Crédit Mutuel AM: Asset Allocation Convictions

Crédit Mutuel AM: Asset Allocation Convictions

Asset Allocation Trade conflict

Today’s headlines are largely dominated by updates regarding the tariff war initiated by Donald Trump on April 2nd, otherwise referred to as “Liberation Day.” After Trump imposed excessive tariffs on all of its trading partners, he decided on a 90-day pause, giving in to pressure from bond markets.

Just after announcing a 50% tariff on the European Union, Trump quickly pushed implementation to July 9th, a further demonstration of his fickle decision making. Unfortunately, and moving forward, this is likely to become the norm.

For companies, this decision making has several direct consequences. First off, an increase in inventories. According to S&P Global and since they began their study 18 years ago, inventories are at all-time highs. High inventories have been beneficial for growth in recent months, but it also means that demand should weaken in the medium term.

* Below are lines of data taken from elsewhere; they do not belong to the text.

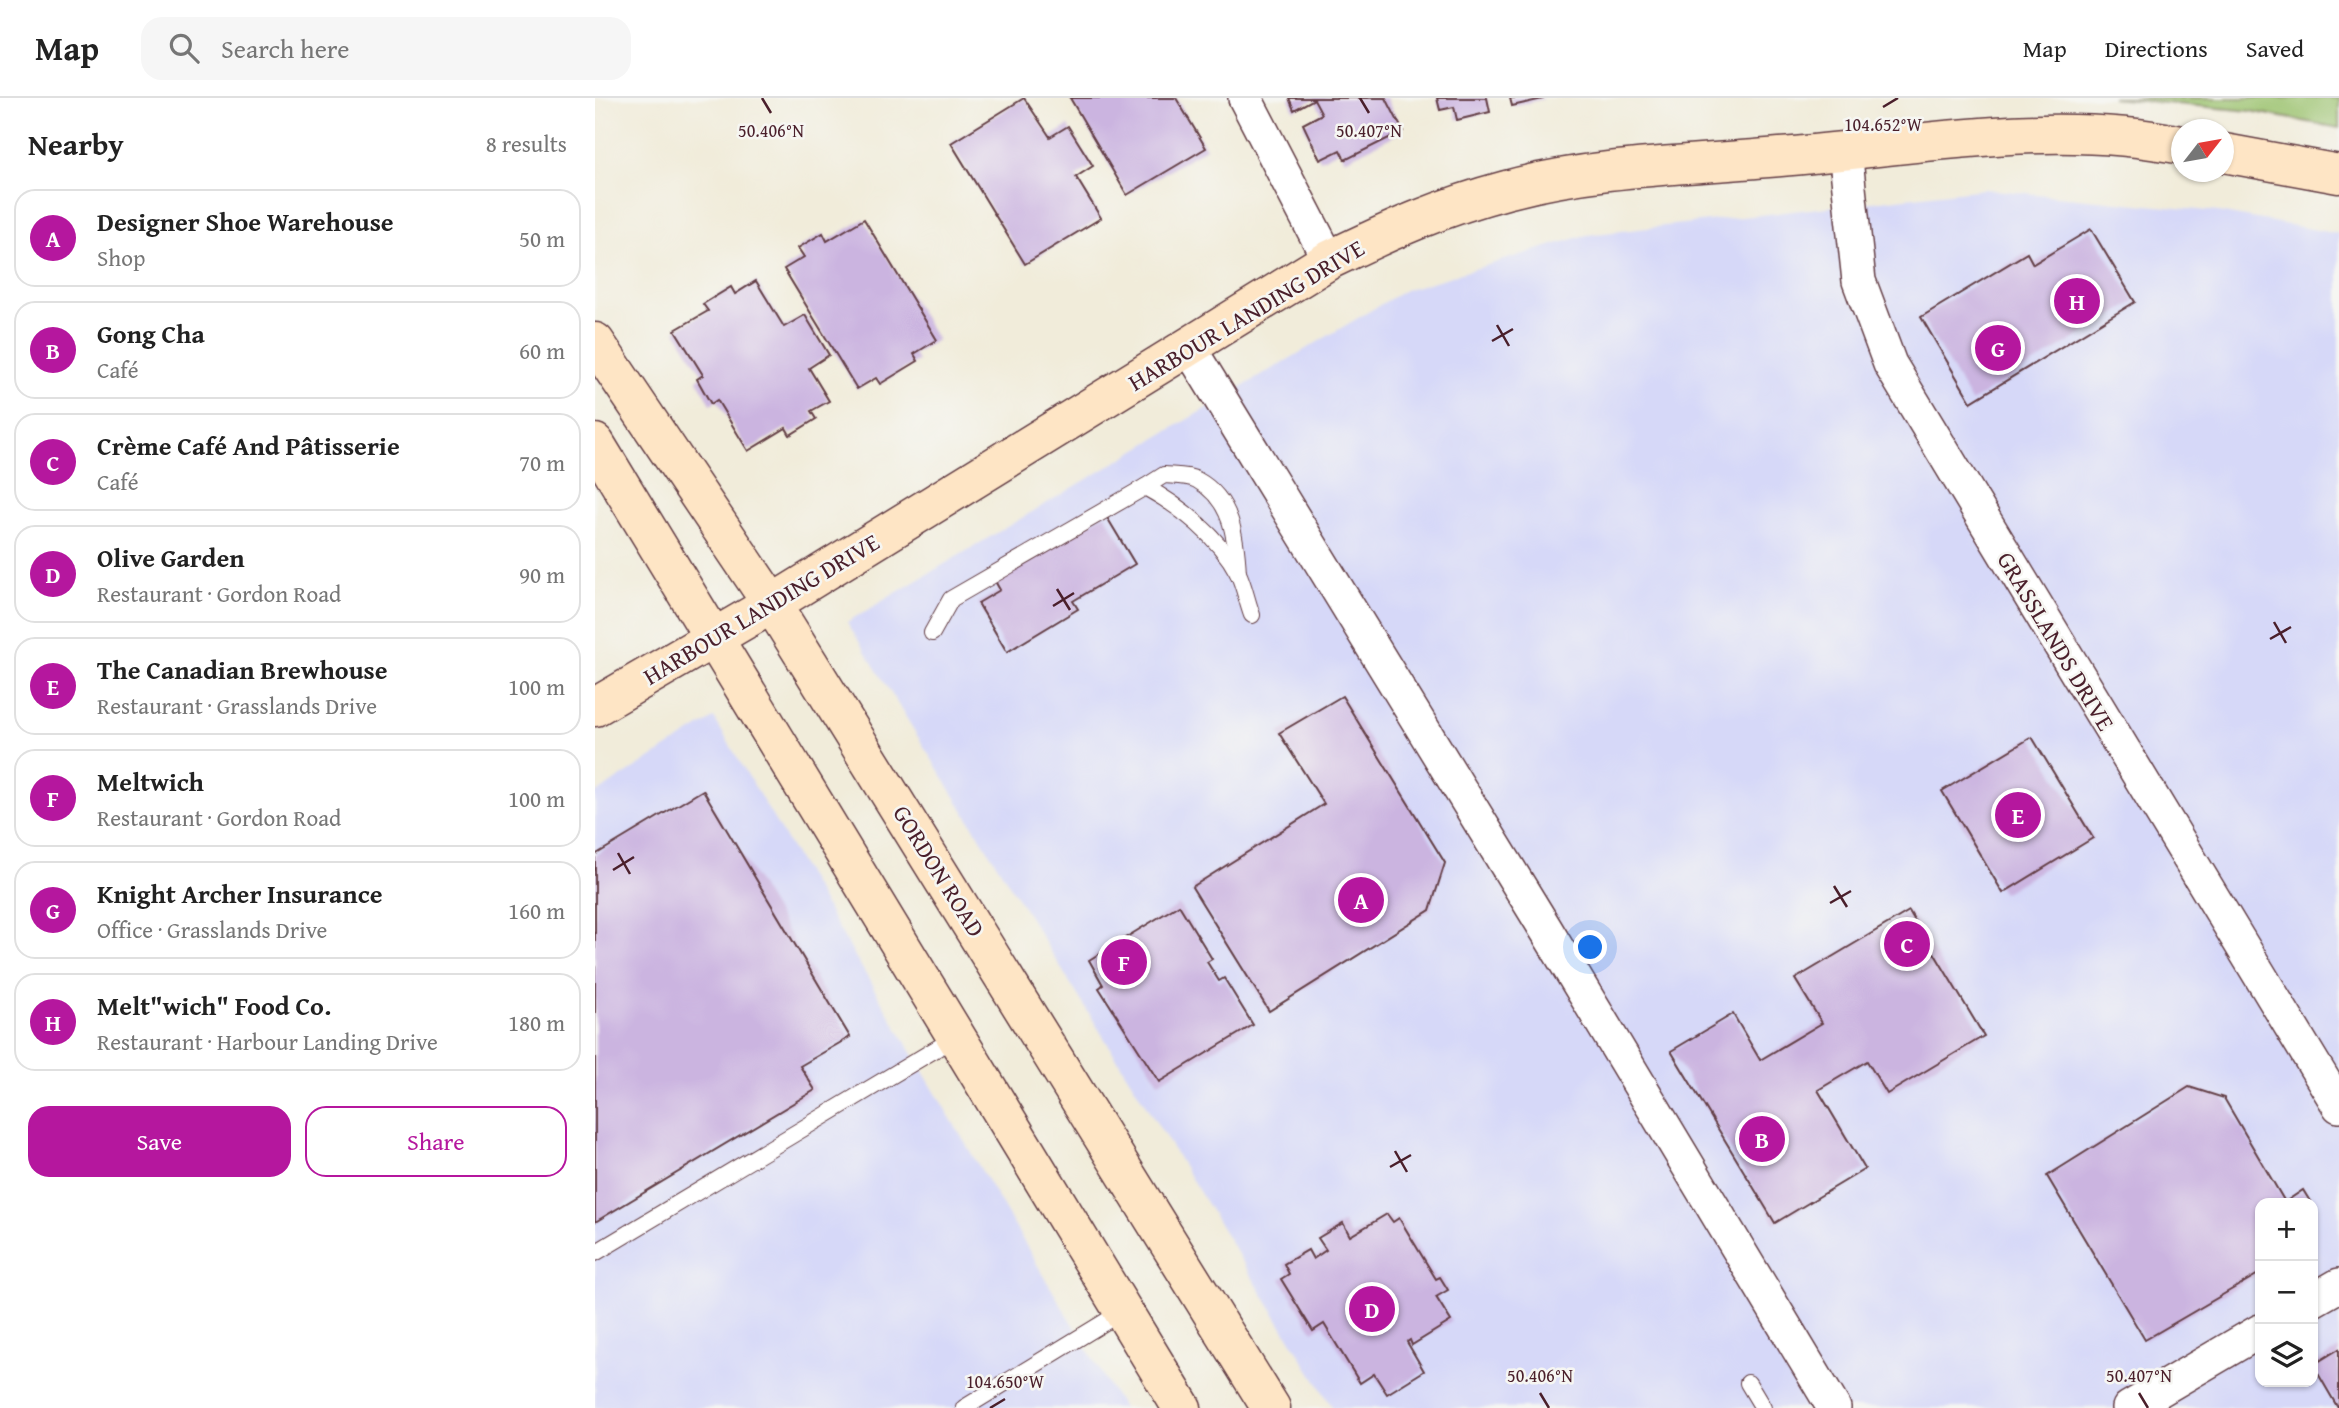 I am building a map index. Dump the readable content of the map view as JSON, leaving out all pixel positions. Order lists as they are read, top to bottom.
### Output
{
  "streets": {
    "main road": ["HARBOUR LANDING DRIVE", "GORDON ROAD"],
    "street": ["GRASSLANDS DRIVE"]
  },
  "crossings": [
    ["HARBOUR LANDING DRIVE", "GRASSLANDS DRIVE"],
    ["HARBOUR LANDING DRIVE", "GORDON ROAD"]
  ],
  "north": "top right",
  "page": {
    "header": "Map",
    "search": "Search here",
    "nav": ["Map", "Directions", "Saved"],
    "heading": ["Nearby", "8 results"],
    "list": [
      {
        "mark": "A",
        "name": "Designer Shoe Warehouse",
        "note": "Shop",
        "value": "50 m"
      },
      {
        "mark": "B",
        "name": "Gong Cha",
        "note": "Café",
        "value": "60 m"
      },
      {
        "mark": "C",
        "name": "Crème Café And Pâtisserie",
        "note": "Café",
        "value": "70 m"
      },
      {
        "mark": "D",
        "name": "Olive Garden",
        "note": "Restaurant · Gordon Road",
        "value": "90 m"
      },
      {
        "mark": "E",
        "name": "The Canadian Brewhouse",
        "note": "Restaurant · Grasslands Drive",
        "value": "100 m"
      },
      {
        "mark": "F",
        "name": "Meltwich",
        "note": "Restaurant · Gordon Road",
        "value": "100 m"
      },
      {
        "mark": "G",
        "name": "Knight Archer Insurance",
        "note": "Office · Grasslands Drive",
        "value": "160 m"
      },
      {
        "mark": "H",
        "name": "Melt\"wich\" Food Co.",
        "note": "Restaurant · Harbour Landing Drive",
        "value": "180 m"
      }
    ],
    "pins": [
      "H",
      "G",
      "E",
      "A",
      "C",
      "F",
      "B",
      "D"
    ],
    "buttons": ["Save", "Share"],
    "map_buttons": ["+", "−"]
  },
  "coordinates": [
    "104.652°W",
    "50.406°N",
    "50.407°N",
    "104.650°W"
  ]
}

Another direct consequence is that companies are cancelling or postponing their investments and hiring intentions. Finally, these same companies will have to choose between reducing margins or raising prices depending on their possibilities.

Recent Producer Price Index surveys (PPI) show that while prices are indeed rising in the goods sectors, they are falling in the services sectors, which in our opinion reflects ongoing margin contraction. The Federal Reserve will be confronted with opposing signals.

In the end, an inflationary environment should prevail, with inflation likely to rebound above 3% in the coming months. In this context, the Fed will have no other option but to wait for a significant deterioration in the labor market before acting, which translates into September at the earliest.

Another notable observation from recent months is the Unites States’ lack of fiscal discipline: possible tax cuts currently under discussion within the Senate are expected to further increase deficits, which are already close to 7%. With the projected increase in bond issuances and a debt burden that will intensify significantly in the coming years, any negative development could potentially destabilize U.S. bond markets. This would have adverse consequences on all risky asset classes, which is why this scenario is of great concern for us.

For the Eurozone and in line with expectations from a few months ago, the situation is more stable with slow growth expected for 2025. However, there are reasons for optimism in the long term. The decline in oil prices should have a positive effect on growth, subject to the usual 6–9-month lag. The rise in the Euro, combined with the drop in oil prices, will allow the ECB to continue its rate-cutting cycle if necessary. Additionally, it is impossible to ignore the very large fiscal stimulus plan announced by Germany.

In fact, if you combine the 500 billion Euro increase in infrastructure spending over 10 years and the Readiness 2030 plan, an additional 20% of GDP will be injected into the German economy over the next 10 years. The sum is colossal and should lead to improved growth prospects for Germany and, to a lesser extent, for the Eurozone in the coming years.

In today’s volatile markets, largely subjected to the whims of the US government, it seems difficult to deviate too strongly from our indices. However, we believe that downside risks dominate today: inventories will be depleted which should lead to disappointment regarding medium-term growth. At the same time, the continued rise in long-term interest rates, particularly in the United States, could negatively affect the valuation of risky assets. Therefore, a bit of caution is well warranted before the summer break.